● YOUR ASSIGNMENT:
Leaving out the pictures, write the following records exactly as they read.

**** DATA SUPPLIED

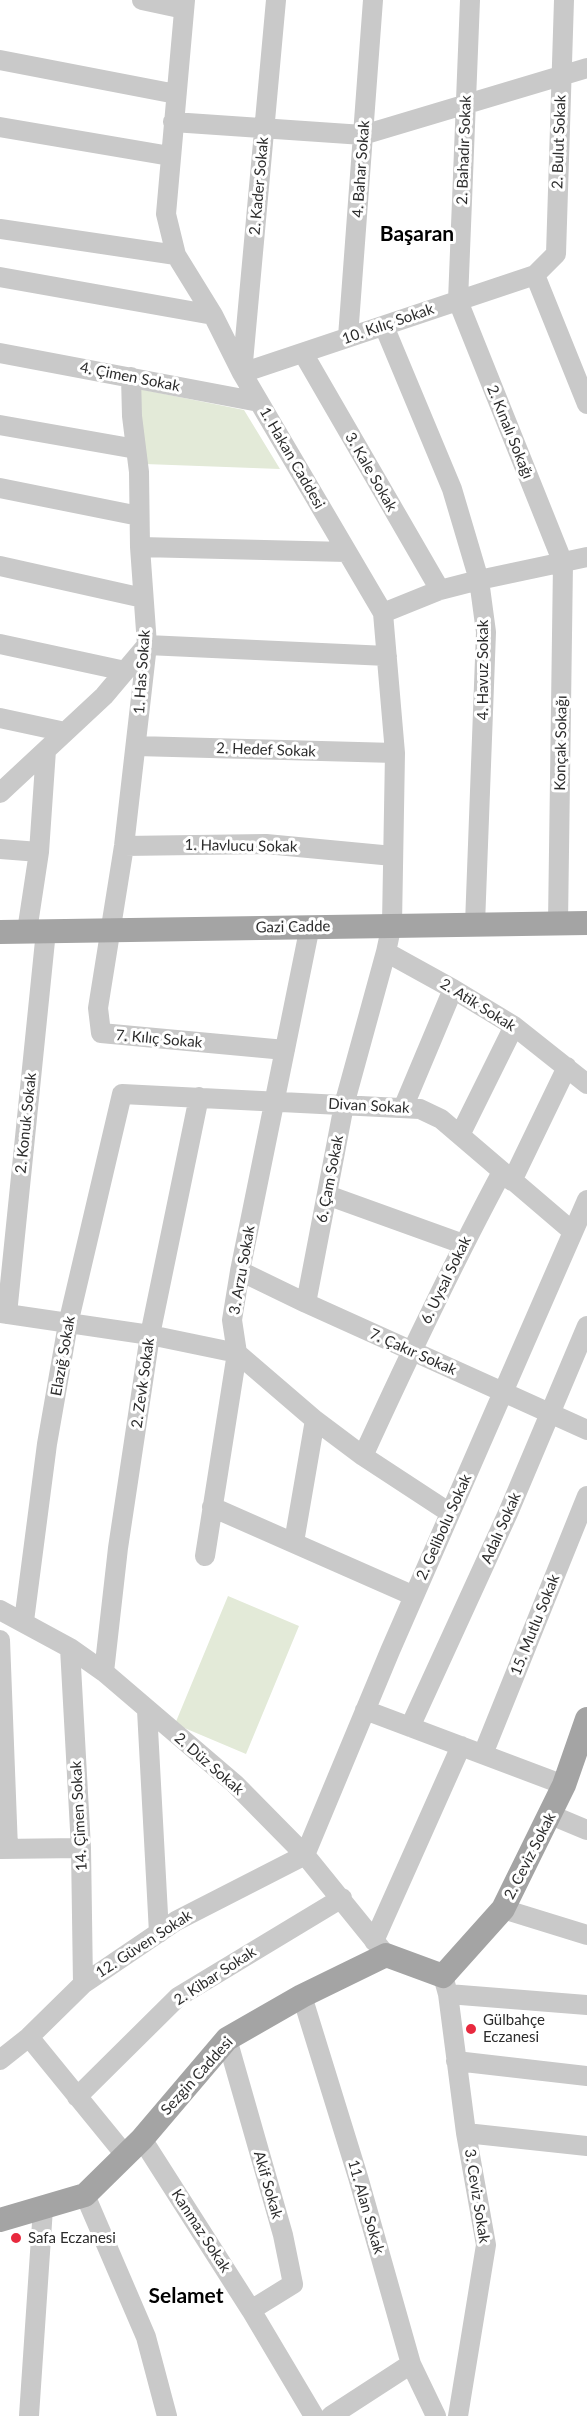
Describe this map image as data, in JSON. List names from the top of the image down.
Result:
{
  "streets": {
    "main road": ["Gazi Cadde", "2. Ceviz Sokak", "Sezgin Caddesi"],
    "street": [
      "2. Bulut Sokak",
      "2. Bahadır Sokak",
      "4. Bahar Sokak",
      "2. Kader Sokak",
      "10. Kılıç Sokak",
      "4. Çimen Sokak",
      "2. Kınalı Sokağı",
      "1. Hakan Caddesi",
      "3. Kale Sokak",
      "4. Havuz Sokak",
      "1. Has Sokak",
      "Konçak Sokağı",
      "2. Hedef Sokak",
      "1. Havlucu Sokak",
      "2. Atik Sokak",
      "7. Kılıç Sokak",
      "Divan Sokak",
      "2. Konuk Sokak",
      "6. Çam Sokak",
      "3. Arzu Sokak",
      "6. Uysal Sokak",
      "7. Çakır Sokak",
      "Elazığ Sokak",
      "2. Zevk Sokak",
      "2. Gelibolu Sokak",
      "Adalı Sokak",
      "15. Mutlu Sokak",
      "2. Düz Sokak",
      "14. Çimen Sokak",
      "12. Güven Sokak",
      "2. Kibar Sokak",
      "Akif Sokak",
      "3. Ceviz Sokak",
      "11. Alan Sokak",
      "Kanmaz Sokak"
    ]
  },
  "crossings": [
    ["2. Bulut Sokak", "10. Kılıç Sokak"],
    ["2. Bahadır Sokak", "10. Kılıç Sokak"],
    ["2. Bahadır Sokak", "2. Kınalı Sokağı"],
    ["4. Bahar Sokak", "10. Kılıç Sokak"],
    ["2. Kader Sokak", "10. Kılıç Sokak"],
    ["2. Kader Sokak", "1. Hakan Caddesi"],
    ["10. Kılıç Sokak", "2. Kınalı Sokağı"],
    ["10. Kılıç Sokak", "1. Hakan Caddesi"],
    ["10. Kılıç Sokak", "3. Kale Sokak"],
    ["10. Kılıç Sokak", "4. Havuz Sokak"],
    ["4. Çimen Sokak", "1. Hakan Caddesi"],
    ["4. Çimen Sokak", "1. Has Sokak"],
    ["2. Kınalı Sokağı", "Konçak Sokağı"],
    ["1. Hakan Caddesi", "2. Hedef Sokak"],
    ["1. Hakan Caddesi", "1. Havlucu Sokak"],
    ["1. Hakan Caddesi", "Gazi Cadde"],
    ["4. Havuz Sokak", "Gazi Cadde"],
    ["1. Has Sokak", "2. Hedef Sokak"],
    ["1. Has Sokak", "1. Havlucu Sokak"],
    ["1. Has Sokak", "Gazi Cadde"],
    ["1. Has Sokak", "7. Kılıç Sokak"],
    ["Konçak Sokağı", "Gazi Cadde"],
    ["Gazi Cadde", "7. Kılıç Sokak"],
    ["Gazi Cadde", "2. Konuk Sokak"],
    ["Gazi Cadde", "3. Arzu Sokak"],
    ["2. Atik Sokak", "6. Çam Sokak"],
    ["2. Atik Sokak", "6. Uysal Sokak"],
    ["7. Kılıç Sokak", "3. Arzu Sokak"],
    ["Divan Sokak", "6. Çam Sokak"],
    ["Divan Sokak", "3. Arzu Sokak"],
    ["Divan Sokak", "6. Uysal Sokak"],
    ["Divan Sokak", "Elazığ Sokak"],
    ["Divan Sokak", "2. Zevk Sokak"],
    ["Divan Sokak", "2. Gelibolu Sokak"],
    ["6. Çam Sokak", "7. Çakır Sokak"],
    ["3. Arzu Sokak", "7. Çakır Sokak"],
    ["6. Uysal Sokak", "7. Çakır Sokak"],
    ["7. Çakır Sokak", "2. Gelibolu Sokak"],
    ["7. Çakır Sokak", "Adalı Sokak"],
    ["Elazığ Sokak", "2. Düz Sokak"],
    ["2. Zevk Sokak", "2. Düz Sokak"],
    ["2. Gelibolu Sokak", "2. Düz Sokak"],
    ["2. Gelibolu Sokak", "12. Güven Sokak"],
    ["2. Düz Sokak", "14. Çimen Sokak"],
    ["2. Düz Sokak", "12. Güven Sokak"],
    ["2. Düz Sokak", "2. Kibar Sokak"],
    ["2. Düz Sokak", "Sezgin Caddesi"],
    ["14. Çimen Sokak", "12. Güven Sokak"],
    ["2. Ceviz Sokak", "3. Ceviz Sokak"],
    ["12. Güven Sokak", "Kanmaz Sokak"],
    ["2. Kibar Sokak", "Kanmaz Sokak"],
    ["Sezgin Caddesi", "Akif Sokak"],
    ["Sezgin Caddesi", "11. Alan Sokak"],
    ["Sezgin Caddesi", "Kanmaz Sokak"],
    ["Akif Sokak", "Kanmaz Sokak"]
  ],
  "districts": ["Başaran", "Selamet"],
  "places": ["Gülbahçe Eczanesi", "Safa Eczanesi"]
}
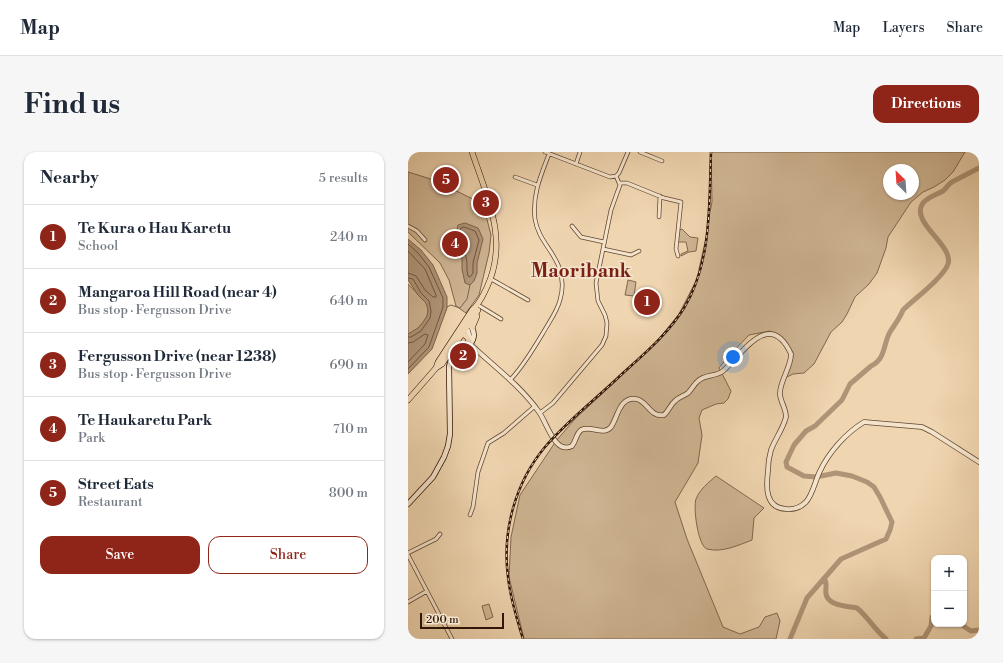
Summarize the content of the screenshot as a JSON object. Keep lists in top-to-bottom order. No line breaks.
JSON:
{"districts":["Maoribank"],"scale_bar":"200 m","north":"top left","page":{"header":"Map","nav":["Map","Layers","Share"],"buttons":["Directions",["Save","Share"]],"title":"Find us","heading":["Nearby","5 results"],"pins":["5","3","4","1","2"],"list":[{"mark":"1","name":"Te Kura o Hau Karetu","note":"School","value":"240 m"},{"mark":"2","name":"Mangaroa Hill Road (near 4)","note":"Bus stop · Fergusson Drive","value":"640 m"},{"mark":"3","name":"Fergusson Drive (near 1238)","note":"Bus stop · Fergusson Drive","value":"690 m"},{"mark":"4","name":"Te Haukaretu Park","note":"Park","value":"710 m"},{"mark":"5","name":"Street Eats","note":"Restaurant","value":"800 m"}],"map_buttons":["+","−"],"scale":"200 m"}}
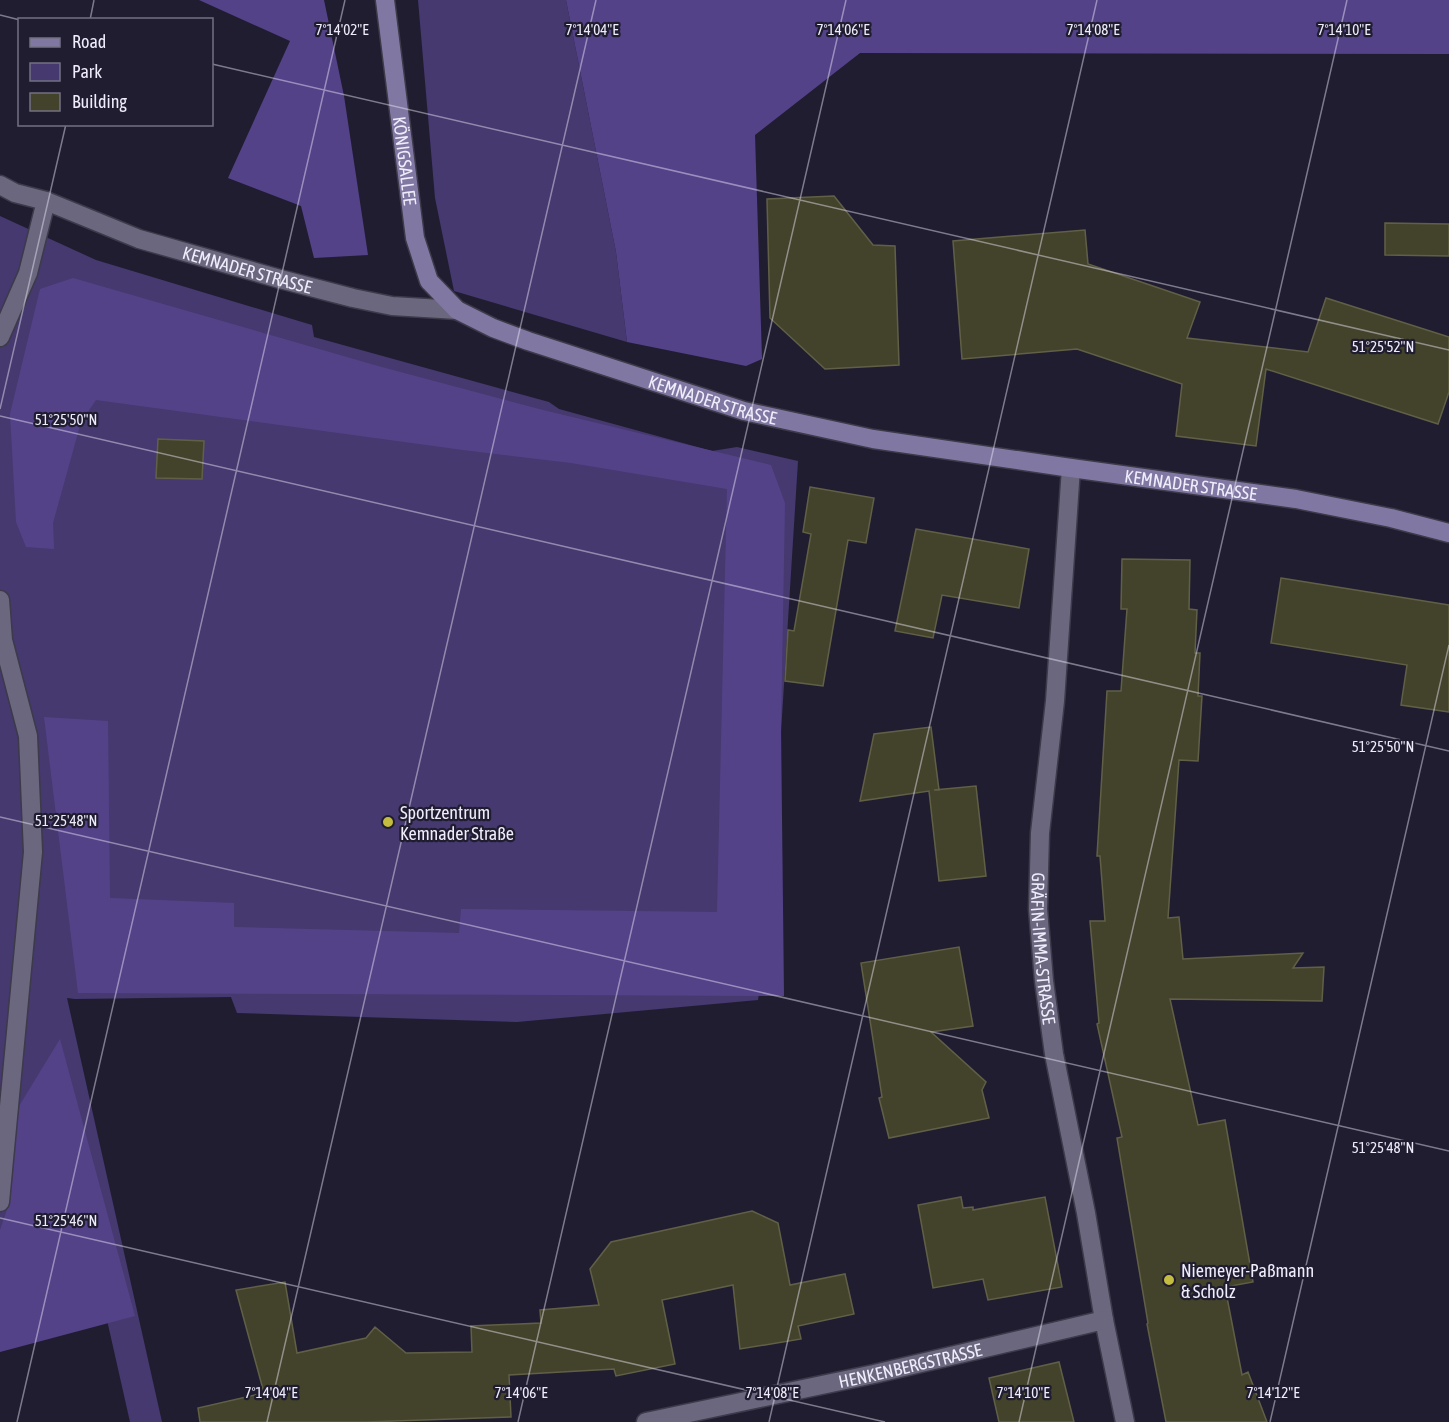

********

● RESPONSE AREA:
Describe this map image as data, in JSON. List names from the top of the image down.
Result:
{
  "streets": {
    "main road": ["Gazi Cadde", "2. Ceviz Sokak", "Sezgin Caddesi"],
    "street": [
      "2. Bulut Sokak",
      "2. Bahadır Sokak",
      "4. Bahar Sokak",
      "2. Kader Sokak",
      "10. Kılıç Sokak",
      "4. Çimen Sokak",
      "2. Kınalı Sokağı",
      "1. Hakan Caddesi",
      "3. Kale Sokak",
      "4. Havuz Sokak",
      "1. Has Sokak",
      "Konçak Sokağı",
      "2. Hedef Sokak",
      "1. Havlucu Sokak",
      "2. Atik Sokak",
      "7. Kılıç Sokak",
      "Divan Sokak",
      "2. Konuk Sokak",
      "6. Çam Sokak",
      "3. Arzu Sokak",
      "6. Uysal Sokak",
      "7. Çakır Sokak",
      "Elazığ Sokak",
      "2. Zevk Sokak",
      "2. Gelibolu Sokak",
      "Adalı Sokak",
      "15. Mutlu Sokak",
      "2. Düz Sokak",
      "14. Çimen Sokak",
      "12. Güven Sokak",
      "2. Kibar Sokak",
      "Akif Sokak",
      "3. Ceviz Sokak",
      "11. Alan Sokak",
      "Kanmaz Sokak"
    ]
  },
  "crossings": [
    ["2. Bulut Sokak", "10. Kılıç Sokak"],
    ["2. Bahadır Sokak", "10. Kılıç Sokak"],
    ["2. Bahadır Sokak", "2. Kınalı Sokağı"],
    ["4. Bahar Sokak", "10. Kılıç Sokak"],
    ["2. Kader Sokak", "10. Kılıç Sokak"],
    ["2. Kader Sokak", "1. Hakan Caddesi"],
    ["10. Kılıç Sokak", "2. Kınalı Sokağı"],
    ["10. Kılıç Sokak", "1. Hakan Caddesi"],
    ["10. Kılıç Sokak", "3. Kale Sokak"],
    ["10. Kılıç Sokak", "4. Havuz Sokak"],
    ["4. Çimen Sokak", "1. Hakan Caddesi"],
    ["4. Çimen Sokak", "1. Has Sokak"],
    ["2. Kınalı Sokağı", "Konçak Sokağı"],
    ["1. Hakan Caddesi", "2. Hedef Sokak"],
    ["1. Hakan Caddesi", "1. Havlucu Sokak"],
    ["1. Hakan Caddesi", "Gazi Cadde"],
    ["4. Havuz Sokak", "Gazi Cadde"],
    ["1. Has Sokak", "2. Hedef Sokak"],
    ["1. Has Sokak", "1. Havlucu Sokak"],
    ["1. Has Sokak", "Gazi Cadde"],
    ["1. Has Sokak", "7. Kılıç Sokak"],
    ["Konçak Sokağı", "Gazi Cadde"],
    ["Gazi Cadde", "7. Kılıç Sokak"],
    ["Gazi Cadde", "2. Konuk Sokak"],
    ["Gazi Cadde", "3. Arzu Sokak"],
    ["2. Atik Sokak", "6. Çam Sokak"],
    ["2. Atik Sokak", "6. Uysal Sokak"],
    ["7. Kılıç Sokak", "3. Arzu Sokak"],
    ["Divan Sokak", "6. Çam Sokak"],
    ["Divan Sokak", "3. Arzu Sokak"],
    ["Divan Sokak", "6. Uysal Sokak"],
    ["Divan Sokak", "Elazığ Sokak"],
    ["Divan Sokak", "2. Zevk Sokak"],
    ["Divan Sokak", "2. Gelibolu Sokak"],
    ["6. Çam Sokak", "7. Çakır Sokak"],
    ["3. Arzu Sokak", "7. Çakır Sokak"],
    ["6. Uysal Sokak", "7. Çakır Sokak"],
    ["7. Çakır Sokak", "2. Gelibolu Sokak"],
    ["7. Çakır Sokak", "Adalı Sokak"],
    ["Elazığ Sokak", "2. Düz Sokak"],
    ["2. Zevk Sokak", "2. Düz Sokak"],
    ["2. Gelibolu Sokak", "2. Düz Sokak"],
    ["2. Gelibolu Sokak", "12. Güven Sokak"],
    ["2. Düz Sokak", "14. Çimen Sokak"],
    ["2. Düz Sokak", "12. Güven Sokak"],
    ["2. Düz Sokak", "2. Kibar Sokak"],
    ["2. Düz Sokak", "Sezgin Caddesi"],
    ["14. Çimen Sokak", "12. Güven Sokak"],
    ["2. Ceviz Sokak", "3. Ceviz Sokak"],
    ["12. Güven Sokak", "Kanmaz Sokak"],
    ["2. Kibar Sokak", "Kanmaz Sokak"],
    ["Sezgin Caddesi", "Akif Sokak"],
    ["Sezgin Caddesi", "11. Alan Sokak"],
    ["Sezgin Caddesi", "Kanmaz Sokak"],
    ["Akif Sokak", "Kanmaz Sokak"]
  ],
  "districts": ["Başaran", "Selamet"],
  "places": ["Gülbahçe Eczanesi", "Safa Eczanesi"]
}
Summarize the content of the screenshot as a JSON object. Keep lists in top-to-bottom order. No line breaks.
JSON:
{"districts":["Maoribank"],"scale_bar":"200 m","north":"top left","page":{"header":"Map","nav":["Map","Layers","Share"],"buttons":["Directions",["Save","Share"]],"title":"Find us","heading":["Nearby","5 results"],"pins":["5","3","4","1","2"],"list":[{"mark":"1","name":"Te Kura o Hau Karetu","note":"School","value":"240 m"},{"mark":"2","name":"Mangaroa Hill Road (near 4)","note":"Bus stop · Fergusson Drive","value":"640 m"},{"mark":"3","name":"Fergusson Drive (near 1238)","note":"Bus stop · Fergusson Drive","value":"690 m"},{"mark":"4","name":"Te Haukaretu Park","note":"Park","value":"710 m"},{"mark":"5","name":"Street Eats","note":"Restaurant","value":"800 m"}],"map_buttons":["+","−"],"scale":"200 m"}}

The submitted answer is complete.